Work task — Begin with the first line of the entries below. Copy each line exactly, stopping after the one that contains "transform-origin:7.5px; border-radius:7.5px; background:#e78cf3".
[Opening Given information section]
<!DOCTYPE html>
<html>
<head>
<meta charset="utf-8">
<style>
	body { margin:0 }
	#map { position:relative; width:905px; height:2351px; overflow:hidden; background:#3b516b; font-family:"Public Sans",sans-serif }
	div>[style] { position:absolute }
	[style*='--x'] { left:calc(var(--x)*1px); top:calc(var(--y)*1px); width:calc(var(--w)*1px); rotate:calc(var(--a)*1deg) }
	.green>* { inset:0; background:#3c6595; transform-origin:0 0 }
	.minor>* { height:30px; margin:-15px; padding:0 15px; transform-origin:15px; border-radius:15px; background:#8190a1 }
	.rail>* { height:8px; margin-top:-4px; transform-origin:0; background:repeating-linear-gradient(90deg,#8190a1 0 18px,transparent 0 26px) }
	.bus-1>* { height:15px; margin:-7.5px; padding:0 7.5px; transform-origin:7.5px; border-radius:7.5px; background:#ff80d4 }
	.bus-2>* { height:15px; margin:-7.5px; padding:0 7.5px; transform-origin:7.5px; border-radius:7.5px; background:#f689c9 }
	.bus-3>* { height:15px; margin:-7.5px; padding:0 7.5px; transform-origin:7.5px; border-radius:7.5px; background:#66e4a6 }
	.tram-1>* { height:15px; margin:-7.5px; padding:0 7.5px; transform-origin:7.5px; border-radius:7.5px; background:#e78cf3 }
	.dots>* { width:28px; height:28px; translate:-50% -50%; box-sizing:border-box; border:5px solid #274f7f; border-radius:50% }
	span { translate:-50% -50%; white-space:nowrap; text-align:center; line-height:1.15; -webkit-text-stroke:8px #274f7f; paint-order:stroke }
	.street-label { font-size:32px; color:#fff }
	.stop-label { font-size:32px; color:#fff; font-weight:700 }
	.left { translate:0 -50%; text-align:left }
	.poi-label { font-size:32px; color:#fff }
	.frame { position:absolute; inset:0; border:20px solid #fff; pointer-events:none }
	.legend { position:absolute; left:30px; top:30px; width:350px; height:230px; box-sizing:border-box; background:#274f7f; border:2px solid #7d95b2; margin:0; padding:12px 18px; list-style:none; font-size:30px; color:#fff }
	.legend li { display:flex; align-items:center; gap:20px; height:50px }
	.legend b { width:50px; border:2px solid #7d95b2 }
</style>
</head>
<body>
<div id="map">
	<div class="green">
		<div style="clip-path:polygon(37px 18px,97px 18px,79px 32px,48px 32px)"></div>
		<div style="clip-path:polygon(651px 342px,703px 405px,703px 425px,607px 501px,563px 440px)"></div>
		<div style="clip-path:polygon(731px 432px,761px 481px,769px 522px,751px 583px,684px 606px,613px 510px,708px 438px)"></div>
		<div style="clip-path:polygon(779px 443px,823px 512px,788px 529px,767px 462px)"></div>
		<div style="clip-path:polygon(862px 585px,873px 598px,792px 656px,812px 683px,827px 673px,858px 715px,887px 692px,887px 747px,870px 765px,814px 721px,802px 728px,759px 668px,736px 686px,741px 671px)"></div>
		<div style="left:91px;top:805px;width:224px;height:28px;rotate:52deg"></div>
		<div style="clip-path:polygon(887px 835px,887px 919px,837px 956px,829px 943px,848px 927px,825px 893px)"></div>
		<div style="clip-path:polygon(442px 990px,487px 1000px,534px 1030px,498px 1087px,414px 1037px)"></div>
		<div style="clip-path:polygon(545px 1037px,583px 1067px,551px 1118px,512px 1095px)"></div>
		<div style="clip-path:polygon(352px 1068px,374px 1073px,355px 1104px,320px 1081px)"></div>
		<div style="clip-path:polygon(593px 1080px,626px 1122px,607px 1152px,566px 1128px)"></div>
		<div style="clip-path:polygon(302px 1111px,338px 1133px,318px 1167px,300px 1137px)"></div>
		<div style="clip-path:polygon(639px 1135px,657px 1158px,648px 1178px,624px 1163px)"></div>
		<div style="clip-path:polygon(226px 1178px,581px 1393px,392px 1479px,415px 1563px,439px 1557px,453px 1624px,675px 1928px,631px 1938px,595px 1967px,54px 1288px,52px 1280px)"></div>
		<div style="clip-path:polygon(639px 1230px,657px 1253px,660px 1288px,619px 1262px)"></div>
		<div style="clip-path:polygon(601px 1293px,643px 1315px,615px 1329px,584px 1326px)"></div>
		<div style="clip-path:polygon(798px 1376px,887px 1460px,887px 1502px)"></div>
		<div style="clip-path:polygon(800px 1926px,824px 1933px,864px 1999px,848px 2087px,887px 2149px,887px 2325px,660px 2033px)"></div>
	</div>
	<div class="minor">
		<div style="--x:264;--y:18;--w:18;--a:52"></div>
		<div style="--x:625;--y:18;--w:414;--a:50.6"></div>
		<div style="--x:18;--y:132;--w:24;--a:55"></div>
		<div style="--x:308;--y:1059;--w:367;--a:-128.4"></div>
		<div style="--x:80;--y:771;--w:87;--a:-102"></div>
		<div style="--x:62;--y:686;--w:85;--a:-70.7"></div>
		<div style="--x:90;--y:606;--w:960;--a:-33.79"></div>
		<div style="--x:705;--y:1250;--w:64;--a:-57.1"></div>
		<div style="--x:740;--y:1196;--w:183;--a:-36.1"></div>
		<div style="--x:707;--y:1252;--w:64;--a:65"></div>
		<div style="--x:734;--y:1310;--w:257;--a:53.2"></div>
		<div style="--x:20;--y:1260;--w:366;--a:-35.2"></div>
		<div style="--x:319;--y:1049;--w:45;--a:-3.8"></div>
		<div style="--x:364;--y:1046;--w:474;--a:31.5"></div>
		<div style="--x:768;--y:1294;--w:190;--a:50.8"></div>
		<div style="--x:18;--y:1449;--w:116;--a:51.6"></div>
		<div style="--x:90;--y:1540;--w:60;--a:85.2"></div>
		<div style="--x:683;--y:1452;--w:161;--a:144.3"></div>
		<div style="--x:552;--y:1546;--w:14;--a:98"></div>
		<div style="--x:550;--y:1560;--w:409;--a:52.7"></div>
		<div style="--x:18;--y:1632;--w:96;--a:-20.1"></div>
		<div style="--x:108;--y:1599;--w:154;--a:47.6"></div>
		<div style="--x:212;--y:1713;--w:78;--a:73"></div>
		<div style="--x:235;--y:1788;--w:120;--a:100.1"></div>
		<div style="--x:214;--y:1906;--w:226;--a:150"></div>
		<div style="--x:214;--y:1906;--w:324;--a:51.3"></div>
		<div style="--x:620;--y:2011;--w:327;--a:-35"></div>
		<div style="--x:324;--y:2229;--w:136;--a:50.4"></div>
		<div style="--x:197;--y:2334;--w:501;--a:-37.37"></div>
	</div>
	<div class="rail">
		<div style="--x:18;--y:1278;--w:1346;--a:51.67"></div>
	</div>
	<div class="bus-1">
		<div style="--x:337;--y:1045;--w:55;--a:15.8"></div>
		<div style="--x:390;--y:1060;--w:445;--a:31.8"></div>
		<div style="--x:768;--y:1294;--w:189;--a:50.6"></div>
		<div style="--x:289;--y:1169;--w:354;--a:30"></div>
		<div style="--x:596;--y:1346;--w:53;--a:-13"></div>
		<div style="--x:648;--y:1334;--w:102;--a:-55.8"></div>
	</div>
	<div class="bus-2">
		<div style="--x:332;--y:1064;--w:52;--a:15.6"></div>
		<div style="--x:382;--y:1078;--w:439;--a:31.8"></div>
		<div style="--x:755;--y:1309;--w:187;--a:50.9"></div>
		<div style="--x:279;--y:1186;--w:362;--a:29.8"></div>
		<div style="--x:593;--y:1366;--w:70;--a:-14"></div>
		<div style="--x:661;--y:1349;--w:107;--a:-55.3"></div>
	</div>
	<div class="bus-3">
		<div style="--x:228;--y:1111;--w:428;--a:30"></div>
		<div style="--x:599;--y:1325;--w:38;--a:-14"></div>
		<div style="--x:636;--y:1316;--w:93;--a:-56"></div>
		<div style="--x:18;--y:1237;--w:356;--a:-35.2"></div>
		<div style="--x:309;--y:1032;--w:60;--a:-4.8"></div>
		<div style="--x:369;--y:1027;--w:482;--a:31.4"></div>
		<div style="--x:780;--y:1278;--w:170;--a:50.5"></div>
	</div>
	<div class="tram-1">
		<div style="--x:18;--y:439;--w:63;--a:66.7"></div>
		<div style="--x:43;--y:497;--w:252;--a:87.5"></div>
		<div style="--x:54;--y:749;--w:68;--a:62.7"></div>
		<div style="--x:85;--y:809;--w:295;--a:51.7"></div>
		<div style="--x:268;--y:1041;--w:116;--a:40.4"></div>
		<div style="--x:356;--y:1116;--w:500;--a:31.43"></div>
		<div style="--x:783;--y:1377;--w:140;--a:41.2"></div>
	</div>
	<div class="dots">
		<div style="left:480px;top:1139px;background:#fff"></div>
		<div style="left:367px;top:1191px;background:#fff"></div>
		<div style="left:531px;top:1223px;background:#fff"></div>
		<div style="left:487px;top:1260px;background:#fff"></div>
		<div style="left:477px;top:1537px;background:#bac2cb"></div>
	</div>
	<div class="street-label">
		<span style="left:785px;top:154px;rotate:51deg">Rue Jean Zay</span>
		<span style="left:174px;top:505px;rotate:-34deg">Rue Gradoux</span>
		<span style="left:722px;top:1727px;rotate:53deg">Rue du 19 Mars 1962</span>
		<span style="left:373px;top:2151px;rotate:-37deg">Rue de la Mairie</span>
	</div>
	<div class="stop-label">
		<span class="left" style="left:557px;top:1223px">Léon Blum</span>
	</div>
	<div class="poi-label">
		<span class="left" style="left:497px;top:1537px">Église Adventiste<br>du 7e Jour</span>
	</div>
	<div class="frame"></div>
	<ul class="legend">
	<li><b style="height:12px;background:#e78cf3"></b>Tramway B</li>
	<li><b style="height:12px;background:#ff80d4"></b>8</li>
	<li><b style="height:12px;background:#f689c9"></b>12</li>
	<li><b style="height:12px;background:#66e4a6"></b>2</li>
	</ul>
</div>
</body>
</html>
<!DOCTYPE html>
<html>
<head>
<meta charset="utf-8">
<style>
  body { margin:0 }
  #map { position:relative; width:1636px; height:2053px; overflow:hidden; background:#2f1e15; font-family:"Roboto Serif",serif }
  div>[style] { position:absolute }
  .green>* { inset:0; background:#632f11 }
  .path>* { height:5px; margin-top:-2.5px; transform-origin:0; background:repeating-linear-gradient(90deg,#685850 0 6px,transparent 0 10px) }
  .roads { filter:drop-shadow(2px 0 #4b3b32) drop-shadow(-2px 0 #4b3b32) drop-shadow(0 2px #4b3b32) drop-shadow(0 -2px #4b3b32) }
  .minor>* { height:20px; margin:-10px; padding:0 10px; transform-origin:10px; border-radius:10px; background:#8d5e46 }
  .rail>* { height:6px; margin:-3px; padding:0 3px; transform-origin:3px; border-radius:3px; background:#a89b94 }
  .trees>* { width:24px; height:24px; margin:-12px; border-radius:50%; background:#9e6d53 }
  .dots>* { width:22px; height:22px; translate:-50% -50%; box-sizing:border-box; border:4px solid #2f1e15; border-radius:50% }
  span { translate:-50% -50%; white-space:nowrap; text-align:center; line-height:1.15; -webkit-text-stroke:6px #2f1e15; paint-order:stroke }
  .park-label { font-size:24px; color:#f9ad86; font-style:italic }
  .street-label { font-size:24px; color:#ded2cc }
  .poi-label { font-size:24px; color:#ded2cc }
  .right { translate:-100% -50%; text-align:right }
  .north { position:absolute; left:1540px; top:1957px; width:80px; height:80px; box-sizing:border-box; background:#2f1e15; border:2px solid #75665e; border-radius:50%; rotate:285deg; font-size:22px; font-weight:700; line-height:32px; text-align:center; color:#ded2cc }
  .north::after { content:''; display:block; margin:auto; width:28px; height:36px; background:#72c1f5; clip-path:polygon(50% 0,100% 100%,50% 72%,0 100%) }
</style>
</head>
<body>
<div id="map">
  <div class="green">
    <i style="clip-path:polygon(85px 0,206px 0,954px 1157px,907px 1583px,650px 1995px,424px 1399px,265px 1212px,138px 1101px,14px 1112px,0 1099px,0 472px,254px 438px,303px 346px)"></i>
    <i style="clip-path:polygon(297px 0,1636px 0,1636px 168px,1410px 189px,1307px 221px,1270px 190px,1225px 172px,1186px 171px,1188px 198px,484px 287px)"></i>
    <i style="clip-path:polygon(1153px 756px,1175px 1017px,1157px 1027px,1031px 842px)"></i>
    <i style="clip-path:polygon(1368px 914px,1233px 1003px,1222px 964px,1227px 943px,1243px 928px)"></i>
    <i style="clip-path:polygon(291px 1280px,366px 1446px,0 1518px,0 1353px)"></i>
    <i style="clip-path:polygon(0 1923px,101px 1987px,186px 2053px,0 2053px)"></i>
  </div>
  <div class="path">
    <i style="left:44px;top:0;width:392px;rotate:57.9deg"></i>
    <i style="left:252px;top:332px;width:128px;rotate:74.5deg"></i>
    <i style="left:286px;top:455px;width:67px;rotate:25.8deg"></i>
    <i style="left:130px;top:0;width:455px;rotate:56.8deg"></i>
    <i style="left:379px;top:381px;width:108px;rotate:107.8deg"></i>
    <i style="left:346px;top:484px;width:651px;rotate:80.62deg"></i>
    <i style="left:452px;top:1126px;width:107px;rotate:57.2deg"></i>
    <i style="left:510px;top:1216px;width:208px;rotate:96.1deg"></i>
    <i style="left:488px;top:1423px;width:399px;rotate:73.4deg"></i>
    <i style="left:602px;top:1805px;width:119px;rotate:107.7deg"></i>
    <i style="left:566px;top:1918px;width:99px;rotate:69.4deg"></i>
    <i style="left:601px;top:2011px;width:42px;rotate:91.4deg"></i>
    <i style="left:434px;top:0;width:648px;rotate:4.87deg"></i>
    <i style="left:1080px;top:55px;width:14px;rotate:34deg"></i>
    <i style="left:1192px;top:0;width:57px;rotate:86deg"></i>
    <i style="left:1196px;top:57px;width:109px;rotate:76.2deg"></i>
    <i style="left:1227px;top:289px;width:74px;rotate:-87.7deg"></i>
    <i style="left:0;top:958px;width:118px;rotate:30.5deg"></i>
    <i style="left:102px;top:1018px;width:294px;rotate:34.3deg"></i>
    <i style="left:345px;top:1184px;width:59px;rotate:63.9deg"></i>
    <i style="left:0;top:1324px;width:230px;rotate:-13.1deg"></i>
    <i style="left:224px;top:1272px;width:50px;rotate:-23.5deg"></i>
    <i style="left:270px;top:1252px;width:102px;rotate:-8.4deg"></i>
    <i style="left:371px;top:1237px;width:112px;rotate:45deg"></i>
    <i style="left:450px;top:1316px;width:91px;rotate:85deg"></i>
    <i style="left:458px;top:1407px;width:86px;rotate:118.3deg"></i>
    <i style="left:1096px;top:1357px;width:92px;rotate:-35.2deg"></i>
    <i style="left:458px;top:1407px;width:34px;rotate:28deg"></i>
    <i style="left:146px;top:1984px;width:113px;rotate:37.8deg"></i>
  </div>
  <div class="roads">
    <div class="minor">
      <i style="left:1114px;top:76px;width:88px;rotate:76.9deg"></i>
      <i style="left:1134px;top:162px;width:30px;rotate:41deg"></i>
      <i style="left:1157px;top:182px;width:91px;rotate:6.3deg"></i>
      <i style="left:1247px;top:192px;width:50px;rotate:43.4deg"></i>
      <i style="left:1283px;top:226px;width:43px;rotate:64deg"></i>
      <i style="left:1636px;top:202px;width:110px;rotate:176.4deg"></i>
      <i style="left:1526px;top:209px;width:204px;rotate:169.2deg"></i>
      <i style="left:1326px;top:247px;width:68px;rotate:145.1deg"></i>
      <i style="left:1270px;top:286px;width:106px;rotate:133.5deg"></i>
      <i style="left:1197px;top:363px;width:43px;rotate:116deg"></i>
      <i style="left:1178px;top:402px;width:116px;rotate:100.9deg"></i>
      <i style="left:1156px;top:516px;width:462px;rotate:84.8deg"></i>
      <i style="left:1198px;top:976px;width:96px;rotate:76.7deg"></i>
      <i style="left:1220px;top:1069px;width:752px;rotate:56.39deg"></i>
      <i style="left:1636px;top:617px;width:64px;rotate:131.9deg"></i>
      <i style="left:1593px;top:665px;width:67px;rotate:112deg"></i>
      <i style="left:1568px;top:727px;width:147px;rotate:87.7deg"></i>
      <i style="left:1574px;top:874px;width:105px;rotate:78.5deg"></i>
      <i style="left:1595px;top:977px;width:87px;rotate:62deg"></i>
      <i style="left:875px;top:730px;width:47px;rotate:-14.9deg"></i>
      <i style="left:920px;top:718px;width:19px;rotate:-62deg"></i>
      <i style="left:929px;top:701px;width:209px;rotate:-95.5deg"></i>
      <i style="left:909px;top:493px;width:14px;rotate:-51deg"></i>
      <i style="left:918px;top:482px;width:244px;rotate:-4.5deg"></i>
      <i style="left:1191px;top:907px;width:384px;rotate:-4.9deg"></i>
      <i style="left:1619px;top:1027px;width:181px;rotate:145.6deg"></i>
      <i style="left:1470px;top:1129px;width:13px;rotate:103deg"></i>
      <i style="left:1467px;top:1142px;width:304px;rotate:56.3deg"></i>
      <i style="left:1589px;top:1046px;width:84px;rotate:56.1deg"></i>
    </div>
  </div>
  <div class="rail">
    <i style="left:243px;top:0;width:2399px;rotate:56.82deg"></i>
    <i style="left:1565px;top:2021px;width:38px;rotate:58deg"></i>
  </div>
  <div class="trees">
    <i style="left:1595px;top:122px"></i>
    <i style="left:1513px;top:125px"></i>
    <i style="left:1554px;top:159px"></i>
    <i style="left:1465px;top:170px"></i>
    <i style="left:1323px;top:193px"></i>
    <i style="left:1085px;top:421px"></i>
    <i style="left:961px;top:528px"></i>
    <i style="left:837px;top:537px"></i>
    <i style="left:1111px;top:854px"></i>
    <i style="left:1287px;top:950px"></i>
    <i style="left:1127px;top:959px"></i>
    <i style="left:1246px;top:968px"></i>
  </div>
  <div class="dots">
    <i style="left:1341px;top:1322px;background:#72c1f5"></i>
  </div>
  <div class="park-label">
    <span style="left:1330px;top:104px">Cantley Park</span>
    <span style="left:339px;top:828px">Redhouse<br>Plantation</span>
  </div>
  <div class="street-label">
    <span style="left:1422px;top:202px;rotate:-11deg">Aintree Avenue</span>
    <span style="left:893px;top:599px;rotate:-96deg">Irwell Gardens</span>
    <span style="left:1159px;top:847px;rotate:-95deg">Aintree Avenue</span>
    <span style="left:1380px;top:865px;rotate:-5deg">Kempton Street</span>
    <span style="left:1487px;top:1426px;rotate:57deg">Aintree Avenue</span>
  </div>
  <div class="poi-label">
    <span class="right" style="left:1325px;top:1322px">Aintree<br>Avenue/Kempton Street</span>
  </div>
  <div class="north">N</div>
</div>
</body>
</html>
[Closing Given information section]
Solution for this task —
<!DOCTYPE html>
<html>
<head>
<meta charset="utf-8">
<style>
	body { margin:0 }
	#map { position:relative; width:905px; height:2351px; overflow:hidden; background:#3b516b; font-family:"Public Sans",sans-serif }
	div>[style] { position:absolute }
	[style*='--x'] { left:calc(var(--x)*1px); top:calc(var(--y)*1px); width:calc(var(--w)*1px); rotate:calc(var(--a)*1deg) }
	.green>* { inset:0; background:#3c6595; transform-origin:0 0 }
	.minor>* { height:30px; margin:-15px; padding:0 15px; transform-origin:15px; border-radius:15px; background:#8190a1 }
	.rail>* { height:8px; margin-top:-4px; transform-origin:0; background:repeating-linear-gradient(90deg,#8190a1 0 18px,transparent 0 26px) }
	.bus-1>* { height:15px; margin:-7.5px; padding:0 7.5px; transform-origin:7.5px; border-radius:7.5px; background:#ff80d4 }
	.bus-2>* { height:15px; margin:-7.5px; padding:0 7.5px; transform-origin:7.5px; border-radius:7.5px; background:#f689c9 }
	.bus-3>* { height:15px; margin:-7.5px; padding:0 7.5px; transform-origin:7.5px; border-radius:7.5px; background:#66e4a6 }
	.tram-1>* { height:15px; margin:-7.5px; padding:0 7.5px; transform-origin:7.5px; border-radius:7.5px; background:#e78cf3 }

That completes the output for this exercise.